Aside from infusion reactions and cardiotoxicity that are mostly related to trastuzumab, this drug has adverse effects related to its cytotoxic component DM1. The most notable adverse effects include thrombocytopenia, which is attributable to uptake of the drug in the marrow by Fc-bearing megakaryocytes, and hepatotoxicity via drug binding to HER2 on hepatocytes and subsequent activation of cytokine-releasing Kupffer cells.^67,68Neuropathy due to DM1 has also been reported, but the overall incidence of grade 3/4 adverse effects remains very low and the agent is generally very well tolerated.⁶⁶ Cardiac function monitoring follows the same principles described for trastuzumab.

Lapatinib

Lapatinib is an oral small-molecule tyrosine kinase inhibitor of EGFR (HER1) and HER2 receptors. It is approved in combination with capecitabine for patients with HER2-expressing metastatic breast cancer who previously received trastuzumab, an anthracycline, and a taxane chemotherapy or T-DM1. Lapatinib is also approved in combination with letrozole in postmenopausal women with HER2-positive, hormone receptor–positive metastatic disease, although it is unclear where this regimen would fit in the current schema. It may be considered for patients with hormone receptor–positive disease who are not candidates for therapy with taxane-trastuzumab and T-DM1 or who decline this therapy. Diarrhea is seen in most patients treated with lapatinib and may be severe in 20% of cases when lapatinib is combined with capecitabine. Decreases in LVEF have been reported and cardiac function monitoring at baseline and periodically may be considered.^69,70 Lapatinib is not approved for use in adjuvant settings.

Neratinib

Neratinib is an oral small-molecule irreversible tyrosine kinase inhibitor of HER1, HER2, and HER4. It is currently approved only for extended adjuvant therapy after completion of 1 year of standard trastuzumab therapy.
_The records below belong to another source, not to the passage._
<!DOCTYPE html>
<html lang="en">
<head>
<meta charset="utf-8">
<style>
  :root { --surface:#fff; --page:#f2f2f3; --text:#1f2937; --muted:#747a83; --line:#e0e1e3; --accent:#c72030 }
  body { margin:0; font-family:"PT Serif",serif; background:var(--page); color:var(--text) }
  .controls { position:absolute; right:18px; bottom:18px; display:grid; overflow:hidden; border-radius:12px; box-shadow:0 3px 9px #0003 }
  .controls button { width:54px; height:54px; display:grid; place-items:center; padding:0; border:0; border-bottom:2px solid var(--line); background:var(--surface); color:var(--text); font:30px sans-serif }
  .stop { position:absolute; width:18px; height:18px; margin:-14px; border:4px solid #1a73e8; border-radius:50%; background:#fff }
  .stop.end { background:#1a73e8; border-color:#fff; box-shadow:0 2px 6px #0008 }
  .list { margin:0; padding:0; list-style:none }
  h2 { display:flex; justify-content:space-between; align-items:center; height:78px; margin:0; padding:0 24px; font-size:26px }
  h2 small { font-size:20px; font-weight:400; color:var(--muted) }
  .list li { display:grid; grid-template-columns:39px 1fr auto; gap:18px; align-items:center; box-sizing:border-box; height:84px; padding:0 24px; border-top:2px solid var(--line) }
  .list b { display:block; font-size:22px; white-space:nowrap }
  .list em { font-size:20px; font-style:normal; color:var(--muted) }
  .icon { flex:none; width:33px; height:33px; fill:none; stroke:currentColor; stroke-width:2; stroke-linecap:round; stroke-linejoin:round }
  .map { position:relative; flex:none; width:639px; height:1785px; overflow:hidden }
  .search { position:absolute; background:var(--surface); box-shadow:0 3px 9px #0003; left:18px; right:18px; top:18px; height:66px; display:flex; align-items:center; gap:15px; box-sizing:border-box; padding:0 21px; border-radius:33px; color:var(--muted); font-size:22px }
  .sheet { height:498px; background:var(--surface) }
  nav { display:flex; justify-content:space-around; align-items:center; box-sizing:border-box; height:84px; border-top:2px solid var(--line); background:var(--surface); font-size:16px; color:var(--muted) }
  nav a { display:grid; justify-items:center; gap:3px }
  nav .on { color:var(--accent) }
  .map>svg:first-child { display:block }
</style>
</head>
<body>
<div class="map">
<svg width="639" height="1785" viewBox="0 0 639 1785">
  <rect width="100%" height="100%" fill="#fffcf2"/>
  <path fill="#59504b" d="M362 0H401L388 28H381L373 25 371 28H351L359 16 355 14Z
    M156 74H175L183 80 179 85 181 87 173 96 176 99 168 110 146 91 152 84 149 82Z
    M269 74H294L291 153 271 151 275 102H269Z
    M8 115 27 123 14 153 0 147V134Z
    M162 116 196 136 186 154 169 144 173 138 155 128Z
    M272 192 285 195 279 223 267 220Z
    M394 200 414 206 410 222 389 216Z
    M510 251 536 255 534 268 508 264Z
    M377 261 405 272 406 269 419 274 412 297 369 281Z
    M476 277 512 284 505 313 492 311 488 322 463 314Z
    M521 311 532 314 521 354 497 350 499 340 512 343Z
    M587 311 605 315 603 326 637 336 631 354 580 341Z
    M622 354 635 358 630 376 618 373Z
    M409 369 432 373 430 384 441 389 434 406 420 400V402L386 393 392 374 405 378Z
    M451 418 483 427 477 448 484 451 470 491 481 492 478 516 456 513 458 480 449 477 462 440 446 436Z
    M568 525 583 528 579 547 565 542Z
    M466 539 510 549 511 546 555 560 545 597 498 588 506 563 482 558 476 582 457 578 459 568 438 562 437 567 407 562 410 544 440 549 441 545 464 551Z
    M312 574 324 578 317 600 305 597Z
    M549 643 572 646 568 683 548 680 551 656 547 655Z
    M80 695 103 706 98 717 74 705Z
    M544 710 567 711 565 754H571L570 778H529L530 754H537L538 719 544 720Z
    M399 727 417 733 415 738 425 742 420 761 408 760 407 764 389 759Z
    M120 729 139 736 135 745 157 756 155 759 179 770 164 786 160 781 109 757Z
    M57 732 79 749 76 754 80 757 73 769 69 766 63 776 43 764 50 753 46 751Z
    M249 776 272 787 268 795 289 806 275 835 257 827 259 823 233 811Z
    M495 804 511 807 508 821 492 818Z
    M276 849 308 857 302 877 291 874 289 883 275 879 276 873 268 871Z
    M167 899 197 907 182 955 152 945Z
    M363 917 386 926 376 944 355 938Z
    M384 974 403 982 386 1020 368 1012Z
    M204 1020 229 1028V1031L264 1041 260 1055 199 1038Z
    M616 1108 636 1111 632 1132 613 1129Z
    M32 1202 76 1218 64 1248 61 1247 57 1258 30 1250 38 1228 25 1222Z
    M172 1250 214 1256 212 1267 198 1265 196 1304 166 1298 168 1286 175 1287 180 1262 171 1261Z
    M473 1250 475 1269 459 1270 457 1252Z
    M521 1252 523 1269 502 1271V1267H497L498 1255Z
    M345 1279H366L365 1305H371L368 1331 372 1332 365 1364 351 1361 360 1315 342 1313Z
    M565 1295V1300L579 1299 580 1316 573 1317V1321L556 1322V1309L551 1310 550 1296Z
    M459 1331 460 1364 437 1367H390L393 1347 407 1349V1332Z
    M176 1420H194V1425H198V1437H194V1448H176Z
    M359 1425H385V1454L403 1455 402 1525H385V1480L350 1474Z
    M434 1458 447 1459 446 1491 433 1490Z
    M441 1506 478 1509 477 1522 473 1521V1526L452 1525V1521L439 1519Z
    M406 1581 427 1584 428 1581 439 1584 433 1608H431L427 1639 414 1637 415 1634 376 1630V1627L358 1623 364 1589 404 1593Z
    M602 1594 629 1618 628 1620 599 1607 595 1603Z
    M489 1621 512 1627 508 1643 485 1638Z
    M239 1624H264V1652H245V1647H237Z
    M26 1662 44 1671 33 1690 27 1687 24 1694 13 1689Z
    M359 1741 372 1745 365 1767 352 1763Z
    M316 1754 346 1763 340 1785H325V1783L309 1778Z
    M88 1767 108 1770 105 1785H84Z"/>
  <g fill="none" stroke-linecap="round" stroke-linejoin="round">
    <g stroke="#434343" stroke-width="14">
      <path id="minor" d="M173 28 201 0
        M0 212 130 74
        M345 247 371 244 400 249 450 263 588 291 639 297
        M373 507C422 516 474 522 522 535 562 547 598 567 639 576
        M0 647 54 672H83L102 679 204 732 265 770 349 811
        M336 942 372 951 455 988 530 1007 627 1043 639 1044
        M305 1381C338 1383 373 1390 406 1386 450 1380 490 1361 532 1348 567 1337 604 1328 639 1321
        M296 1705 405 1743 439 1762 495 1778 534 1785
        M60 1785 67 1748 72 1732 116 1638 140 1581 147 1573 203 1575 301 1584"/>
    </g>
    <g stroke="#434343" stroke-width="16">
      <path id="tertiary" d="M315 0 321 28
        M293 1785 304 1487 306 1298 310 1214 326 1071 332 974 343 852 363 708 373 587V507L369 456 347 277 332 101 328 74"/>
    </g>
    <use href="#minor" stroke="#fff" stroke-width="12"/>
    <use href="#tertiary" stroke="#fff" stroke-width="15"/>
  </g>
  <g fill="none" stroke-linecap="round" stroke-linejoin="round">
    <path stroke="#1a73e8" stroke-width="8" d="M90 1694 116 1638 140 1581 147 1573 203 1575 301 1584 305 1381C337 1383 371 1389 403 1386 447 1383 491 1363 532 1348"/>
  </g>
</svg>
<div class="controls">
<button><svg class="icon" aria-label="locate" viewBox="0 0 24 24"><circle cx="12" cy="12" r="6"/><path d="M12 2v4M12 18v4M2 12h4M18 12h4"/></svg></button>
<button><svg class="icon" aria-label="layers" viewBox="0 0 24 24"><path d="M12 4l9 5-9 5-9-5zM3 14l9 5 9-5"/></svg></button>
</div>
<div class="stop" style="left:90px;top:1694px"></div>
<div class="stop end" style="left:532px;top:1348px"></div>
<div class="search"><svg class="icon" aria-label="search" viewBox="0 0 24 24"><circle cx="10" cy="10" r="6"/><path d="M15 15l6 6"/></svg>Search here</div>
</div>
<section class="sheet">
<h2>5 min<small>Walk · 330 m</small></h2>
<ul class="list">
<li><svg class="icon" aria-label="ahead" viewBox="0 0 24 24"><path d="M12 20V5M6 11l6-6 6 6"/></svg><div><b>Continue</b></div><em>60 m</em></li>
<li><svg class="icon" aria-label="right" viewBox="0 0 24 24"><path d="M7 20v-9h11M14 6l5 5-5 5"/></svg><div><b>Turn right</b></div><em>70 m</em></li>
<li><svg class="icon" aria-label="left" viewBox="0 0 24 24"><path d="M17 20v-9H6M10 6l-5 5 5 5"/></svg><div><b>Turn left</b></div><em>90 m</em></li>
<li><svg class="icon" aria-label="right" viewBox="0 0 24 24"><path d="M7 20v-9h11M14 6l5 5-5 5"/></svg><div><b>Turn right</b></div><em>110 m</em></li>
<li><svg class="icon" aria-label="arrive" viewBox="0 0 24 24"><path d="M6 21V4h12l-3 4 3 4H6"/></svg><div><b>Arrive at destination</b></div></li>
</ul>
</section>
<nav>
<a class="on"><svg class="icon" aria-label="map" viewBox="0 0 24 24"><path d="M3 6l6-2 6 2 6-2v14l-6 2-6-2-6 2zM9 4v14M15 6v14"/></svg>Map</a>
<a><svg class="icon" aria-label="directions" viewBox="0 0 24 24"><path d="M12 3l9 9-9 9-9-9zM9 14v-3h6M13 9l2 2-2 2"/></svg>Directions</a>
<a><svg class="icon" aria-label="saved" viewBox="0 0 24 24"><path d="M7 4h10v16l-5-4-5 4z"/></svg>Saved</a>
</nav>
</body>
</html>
It is given orally every day for 1 year. The main side effect, expected in nearly all patients, is diarrhea, which can be severe in up to 40% of patients and may lead to dehydration and electrolyte imbalance. Diarrhea usually starts early in the course of therapy and can be most intense during the first cycle. Therefore, prophylactic antidiarrheal therapy is recommended to reduce the intensity of diarrhea. Loperamide prophylaxis may be initiated simultaneously for all patients using a tapering schedule. Drug interruption or dose reduction may be required if diarrhea is severe or refractory.^21,71 Neratinib is not FDA-approved in the metastatic settings.